++++ Exercise material
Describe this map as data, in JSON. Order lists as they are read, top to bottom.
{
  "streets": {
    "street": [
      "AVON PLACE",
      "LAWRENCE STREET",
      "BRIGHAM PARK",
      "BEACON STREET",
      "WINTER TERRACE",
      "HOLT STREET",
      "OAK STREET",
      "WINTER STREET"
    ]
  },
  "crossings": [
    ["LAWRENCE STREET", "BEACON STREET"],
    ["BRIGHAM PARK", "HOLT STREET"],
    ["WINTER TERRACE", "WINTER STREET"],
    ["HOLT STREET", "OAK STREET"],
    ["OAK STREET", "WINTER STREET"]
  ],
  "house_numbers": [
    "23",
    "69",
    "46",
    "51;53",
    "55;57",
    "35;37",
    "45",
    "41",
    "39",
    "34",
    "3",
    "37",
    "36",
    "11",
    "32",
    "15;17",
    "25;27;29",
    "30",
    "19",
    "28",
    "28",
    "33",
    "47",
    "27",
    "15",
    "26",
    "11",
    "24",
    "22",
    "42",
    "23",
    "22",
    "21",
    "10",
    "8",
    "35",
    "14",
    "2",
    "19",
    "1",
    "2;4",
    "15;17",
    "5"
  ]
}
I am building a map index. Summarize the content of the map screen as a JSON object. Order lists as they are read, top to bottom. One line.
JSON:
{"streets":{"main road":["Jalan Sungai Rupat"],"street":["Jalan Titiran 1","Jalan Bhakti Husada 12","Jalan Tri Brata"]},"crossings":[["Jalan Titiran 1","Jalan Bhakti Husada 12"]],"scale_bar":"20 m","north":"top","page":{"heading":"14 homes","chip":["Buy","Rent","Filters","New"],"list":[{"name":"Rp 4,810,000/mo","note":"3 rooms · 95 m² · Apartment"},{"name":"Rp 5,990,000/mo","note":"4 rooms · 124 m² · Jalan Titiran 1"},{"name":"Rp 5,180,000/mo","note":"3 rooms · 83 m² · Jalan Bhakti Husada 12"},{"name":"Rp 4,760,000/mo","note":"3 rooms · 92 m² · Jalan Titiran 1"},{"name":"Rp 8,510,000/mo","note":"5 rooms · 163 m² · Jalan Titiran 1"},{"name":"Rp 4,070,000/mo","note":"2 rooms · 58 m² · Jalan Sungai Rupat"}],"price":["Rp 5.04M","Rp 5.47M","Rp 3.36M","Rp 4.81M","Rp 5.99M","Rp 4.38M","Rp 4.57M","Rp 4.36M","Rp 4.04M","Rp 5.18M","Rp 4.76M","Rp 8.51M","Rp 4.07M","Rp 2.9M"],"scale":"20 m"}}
++++++++
→ **What to work on**
Your reply should consist of the records, duplicated exactly.

→ **Completed task**
Describe this map as data, in JSON. Order lists as they are read, top to bottom.
{
  "streets": {
    "street": [
      "AVON PLACE",
      "LAWRENCE STREET",
      "BRIGHAM PARK",
      "BEACON STREET",
      "WINTER TERRACE",
      "HOLT STREET",
      "OAK STREET",
      "WINTER STREET"
    ]
  },
  "crossings": [
    ["LAWRENCE STREET", "BEACON STREET"],
    ["BRIGHAM PARK", "HOLT STREET"],
    ["WINTER TERRACE", "WINTER STREET"],
    ["HOLT STREET", "OAK STREET"],
    ["OAK STREET", "WINTER STREET"]
  ],
  "house_numbers": [
    "23",
    "69",
    "46",
    "51;53",
    "55;57",
    "35;37",
    "45",
    "41",
    "39",
    "34",
    "3",
    "37",
    "36",
    "11",
    "32",
    "15;17",
    "25;27;29",
    "30",
    "19",
    "28",
    "28",
    "33",
    "47",
    "27",
    "15",
    "26",
    "11",
    "24",
    "22",
    "42",
    "23",
    "22",
    "21",
    "10",
    "8",
    "35",
    "14",
    "2",
    "19",
    "1",
    "2;4",
    "15;17",
    "5"
  ]
}
I am building a map index. Summarize the content of the map screen as a JSON object. Order lists as they are read, top to bottom. One line.
JSON:
{"streets":{"main road":["Jalan Sungai Rupat"],"street":["Jalan Titiran 1","Jalan Bhakti Husada 12","Jalan Tri Brata"]},"crossings":[["Jalan Titiran 1","Jalan Bhakti Husada 12"]],"scale_bar":"20 m","north":"top","page":{"heading":"14 homes","chip":["Buy","Rent","Filters","New"],"list":[{"name":"Rp 4,810,000/mo","note":"3 rooms · 95 m² · Apartment"},{"name":"Rp 5,990,000/mo","note":"4 rooms · 124 m² · Jalan Titiran 1"},{"name":"Rp 5,180,000/mo","note":"3 rooms · 83 m² · Jalan Bhakti Husada 12"},{"name":"Rp 4,760,000/mo","note":"3 rooms · 92 m² · Jalan Titiran 1"},{"name":"Rp 8,510,000/mo","note":"5 rooms · 163 m² · Jalan Titiran 1"},{"name":"Rp 4,070,000/mo","note":"2 rooms · 58 m² · Jalan Sungai Rupat"}],"price":["Rp 5.04M","Rp 5.47M","Rp 3.36M","Rp 4.81M","Rp 5.99M","Rp 4.38M","Rp 4.57M","Rp 4.36M","Rp 4.04M","Rp 5.18M","Rp 4.76M","Rp 8.51M","Rp 4.07M","Rp 2.9M"],"scale":"20 m"}}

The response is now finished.